The problems of the old in Incredible India

An American medical student writes about interacting with seniors in Mumbai and Bangalore and the many insights into Indian life.
by Robin Reister

Part I

India is big, crowded, and changing faster economically and socially than it can seem to keep up with. The largest democracy in the world with over one billion people, it is completely overwhelming and exhilarating, but there is also a prevalent warmth and hospitality within the people wherever you go.

India’s history is as rich and colourful as it can get, with hundreds of different conquerors and border changes, the famous story of independence led by Mahatma Gandhi, and evidence of it all remaining in the temples, statues, and preservations of countless historical sites.

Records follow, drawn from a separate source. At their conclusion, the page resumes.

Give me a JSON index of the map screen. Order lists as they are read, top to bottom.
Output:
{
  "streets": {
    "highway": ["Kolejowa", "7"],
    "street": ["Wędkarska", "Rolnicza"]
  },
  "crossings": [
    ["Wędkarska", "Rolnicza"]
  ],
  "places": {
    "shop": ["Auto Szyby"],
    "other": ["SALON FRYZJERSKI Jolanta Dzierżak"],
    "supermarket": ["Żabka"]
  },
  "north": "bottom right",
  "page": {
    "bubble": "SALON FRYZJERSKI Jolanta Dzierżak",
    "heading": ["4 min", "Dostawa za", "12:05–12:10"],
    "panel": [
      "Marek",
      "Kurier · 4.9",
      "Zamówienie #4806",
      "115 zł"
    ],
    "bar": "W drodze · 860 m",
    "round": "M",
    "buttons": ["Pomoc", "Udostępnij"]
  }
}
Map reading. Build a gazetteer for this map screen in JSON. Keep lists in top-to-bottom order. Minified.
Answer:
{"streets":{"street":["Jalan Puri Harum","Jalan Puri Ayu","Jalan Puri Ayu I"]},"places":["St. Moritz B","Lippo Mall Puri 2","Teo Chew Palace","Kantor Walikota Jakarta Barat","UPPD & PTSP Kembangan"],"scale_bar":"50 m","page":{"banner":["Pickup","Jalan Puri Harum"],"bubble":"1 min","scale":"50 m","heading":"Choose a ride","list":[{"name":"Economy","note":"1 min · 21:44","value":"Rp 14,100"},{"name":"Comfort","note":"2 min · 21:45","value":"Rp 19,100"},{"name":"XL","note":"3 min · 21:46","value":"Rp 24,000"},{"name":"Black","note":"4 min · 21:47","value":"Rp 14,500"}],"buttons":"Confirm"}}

The culture is heavily influenced by religion and their daily rituals influence almost every part of the lives of the Hindu people I interacted with. Muslims and Christians, along with Sikhs, Buddhists, Jains, Jews, and Zorastrians also are seen openly practicing their religions, and all living in relative peace and symbiosis with each other.

Robin Reister with seniors in Mumbai

But when talking to the locals about what is changing, especially from the elderly generation, you hear about the huge social changes taking place. The breakdown of the Indian family model, which used to be comprised of a large household with all generations, is now becoming nuclear and leaving many from the silver generation without a home.

My rotation focussed on the health and social issues of the elderly population in India. I worked with a multi-faceted medical NGO in Bangalore, the Nightingale Trust, whose realm includes home medical care, an inpatient dementia care unit, adult day care, and rural medical visits amongst other things.  I also worked with a newer NGO in Mumbai known as Silver Inning Foundation which uses social networking and media to help address multiple human rights issues and needs of the elderly. My goals in this rotation were to learn about the health and human rights issues involving the elderly in India and compare them to the USA’s, share my knowledge and ideas with the Indian people I work with, and use my connections and what I learned in the future in some way to help address these and similar problems.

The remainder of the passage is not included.